I am a Web Development Contractor, I do not work for UBBCentral. I have provided free User to User Support since the beginning of these support forums.
Do you need Forum Install or Upgrade Services?
Forums: A Gardeners Forum, Scouters World
UBB.threads: UBBWiki, UBB Styles, UBB.Sitemaps
Longtime Supporter & Resident Post-A-Holic
VNC Web Services: Code Modifications, Upgrades, Styling, Coding Services, Disaster Recovery, and more!
Joined: Dec 2008
Posts: 26
P
Newbie
Newbie
P Offline
Joined: Dec 2008
Posts: 26
Thanks Gizmo. I'll take a look at those today.

Joined: Dec 2008
Posts: 26
P
Newbie
Newbie
P Offline
Joined: Dec 2008
Posts: 26
I had a few problems during conversion. I could see that the database text encoding had changed (at least, the sample pieces of text I was checking had changed appropriately), but UBB was still showing diamonds.

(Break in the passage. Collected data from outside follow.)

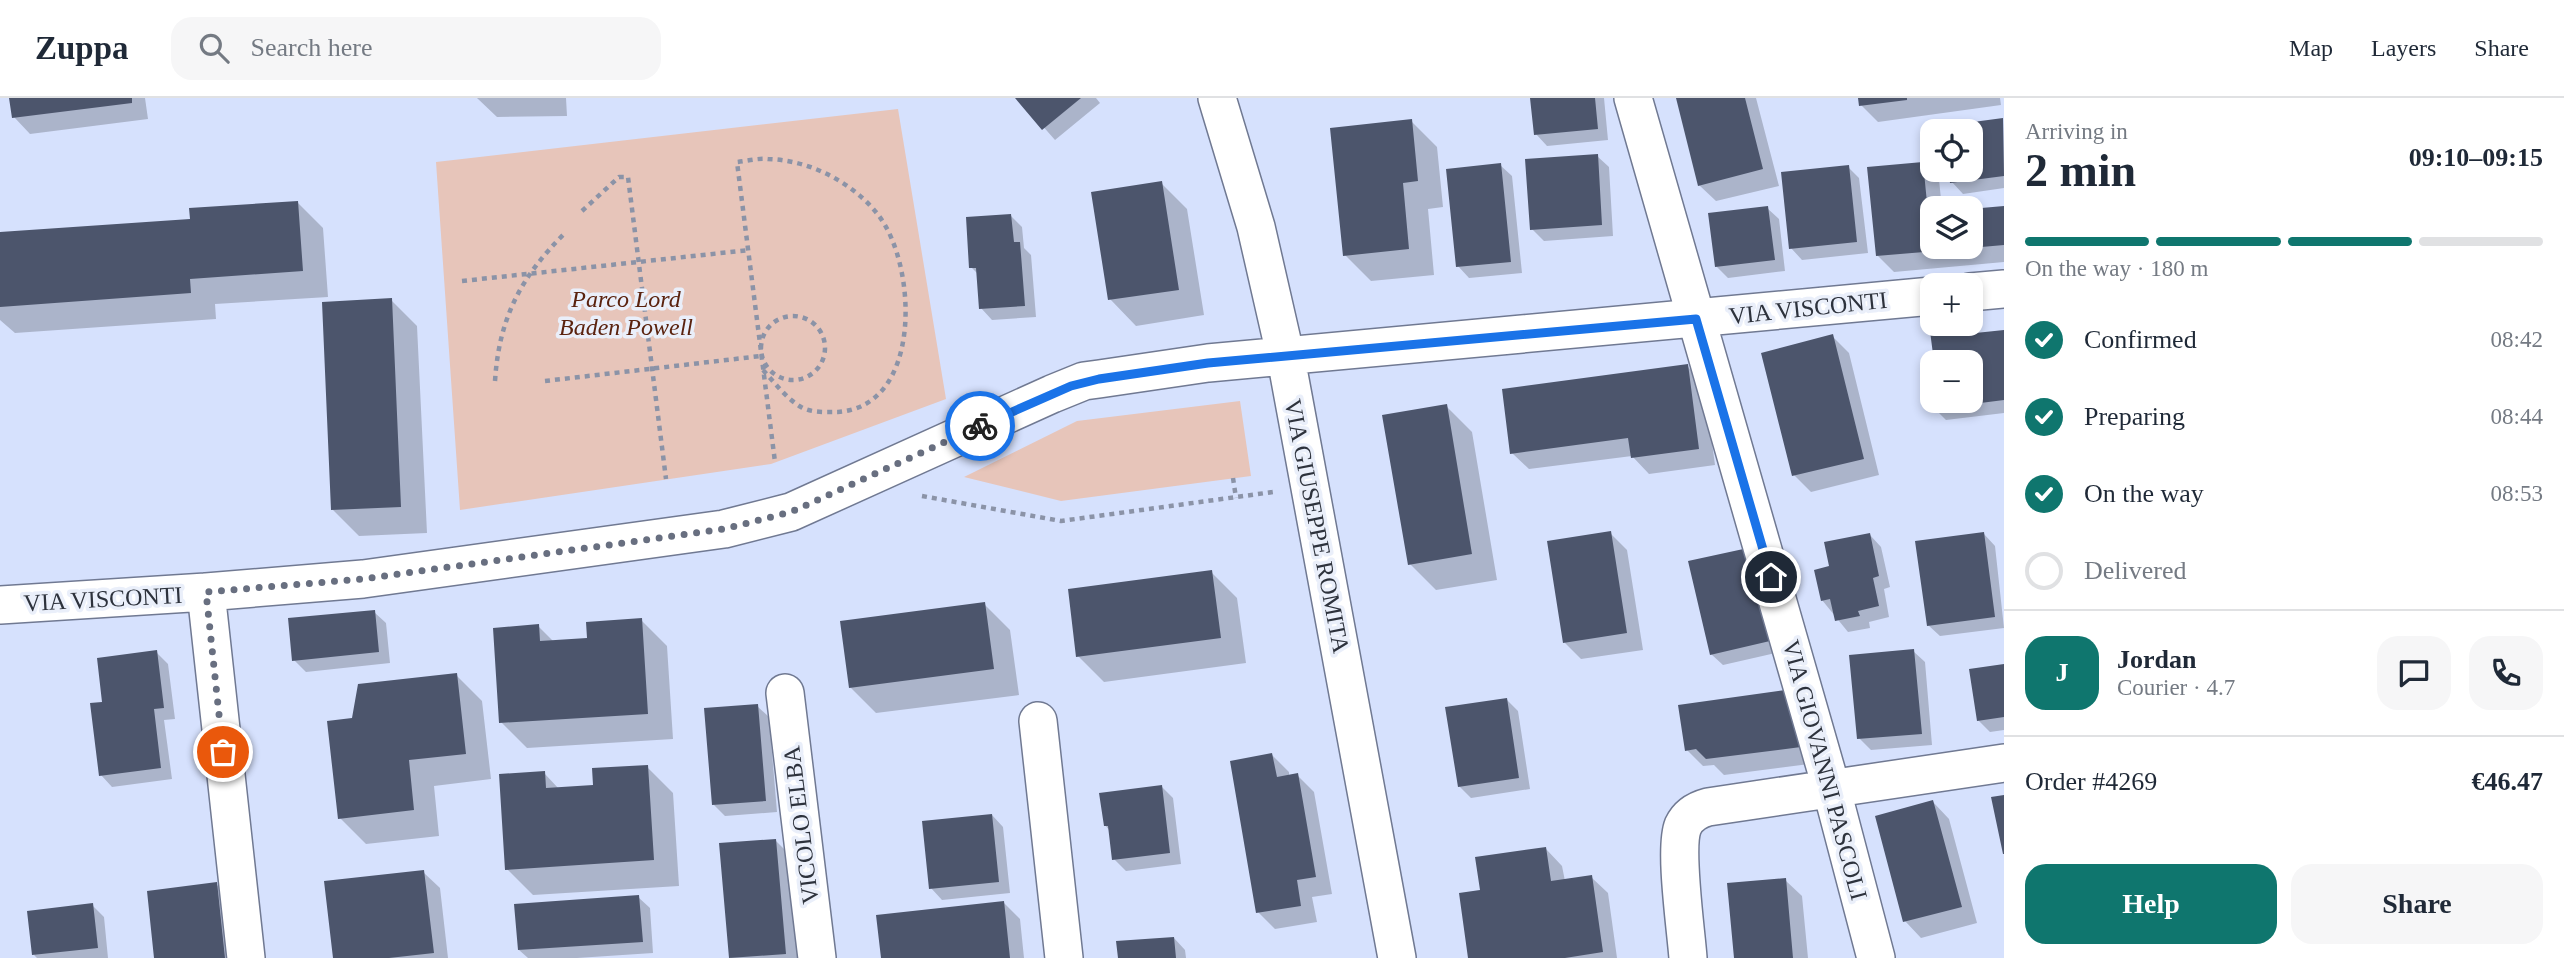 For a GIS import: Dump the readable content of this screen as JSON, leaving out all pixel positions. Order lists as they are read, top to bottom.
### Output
{
  "streets": {
    "street": [
      "VIA VISCONTI",
      "VIA GIUSEPPE ROMITA",
      "VIA GIOVANNI PASCOLI",
      "VICOLO ELBA"
    ]
  },
  "crossings": [
    ["VIA VISCONTI", "VIA GIUSEPPE ROMITA"],
    ["VIA VISCONTI", "VIA GIOVANNI PASCOLI"]
  ],
  "parks": ["Parco Lord Baden Powell"],
  "page": {
    "header": "Zuppa",
    "search": "Search here",
    "nav": ["Map", "Layers", "Share"],
    "heading": ["2 min", "Arriving in", "09:10–09:15"],
    "panel": [
      "Jordan",
      "Courier · 4.7",
      "Order #4269",
      "€46.47"
    ],
    "map_buttons": ["+", "−"],
    "bar": "On the way · 180 m",
    "list": [
      ["Confirmed", "08:42"],
      ["Preparing", "08:44"],
      ["On the way", "08:53"],
      "Delivered"
    ],
    "round": "J",
    "buttons": ["Help", "Share"]
  }
}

I eventually tracked that down to the fact that UBB was using the PHP/MySQL client default for character encoding, which was ISO Latin 1. I changed the "connect()" function in the "libs/mysql.inc.php" file so that if it does have a valid database connection, it sets the character set to utf8. That corrected the issue for me, so you may wish to add that change to the codebase to ensure that the character encoding is what is expected rather than relying on the default being correct.

For reference, the change was:
PHP Code

--- mysql.inc.php.bak   2015-01-27 07:05:08.000000000 +0000
+++ mysql.inc.php	   2015-10-12 08:06:30.000000000 +0000
@@ -25,6 +25,8 @@
 
		if( ! $this->dbh ) {
			$this->not_right( "Unable to connect to the database!" );
+		} else {
+			mysql_set_charset( "utf8", $this->dbh);
		}
 
		if( ! mysql_select_db( $config['DATABASE_NAME'], $this->dbh ) ) {
 

Last edited by Pak Chan; 10/12/2015 6:00 AM. Reason: Moved comment to later
Joined: Apr 2004
Posts: 1,945
Likes: 145
UBB.threads Developer
UBB.threads Developer
Joined: Apr 2004
Posts: 1,945
Likes: 145
Originally Posted by Pak Chan
I had a few problems during conversion. I could see that the database text encoding had changed (at least, the sample pieces of text I was checking had changed appropriately), but UBB was still showing diamonds.

Your UBB.threads was still showing black diamonds for older posts, since that is how they were originally stored before you updated your database's collation from latin1 (latin1_swedish_ci) to utf8 (utf8_general_ci)

Have a quick skim through this page - I know its long, but its worth just skimming through it to quickly pickup a concept you may have missed:
http://sqlmag.com/database-performance-tuning/seven-step-process-changing-database-collation

EDIT: Here is a more simple link that speaks "yours and mine language" much better smile
http://stackoverflow.com/questions/1294117/how-to-change-collation-of-database-table-column


The database character set and collation for 758 and 759 remained the same. There were zero database modifications between 758 and 759.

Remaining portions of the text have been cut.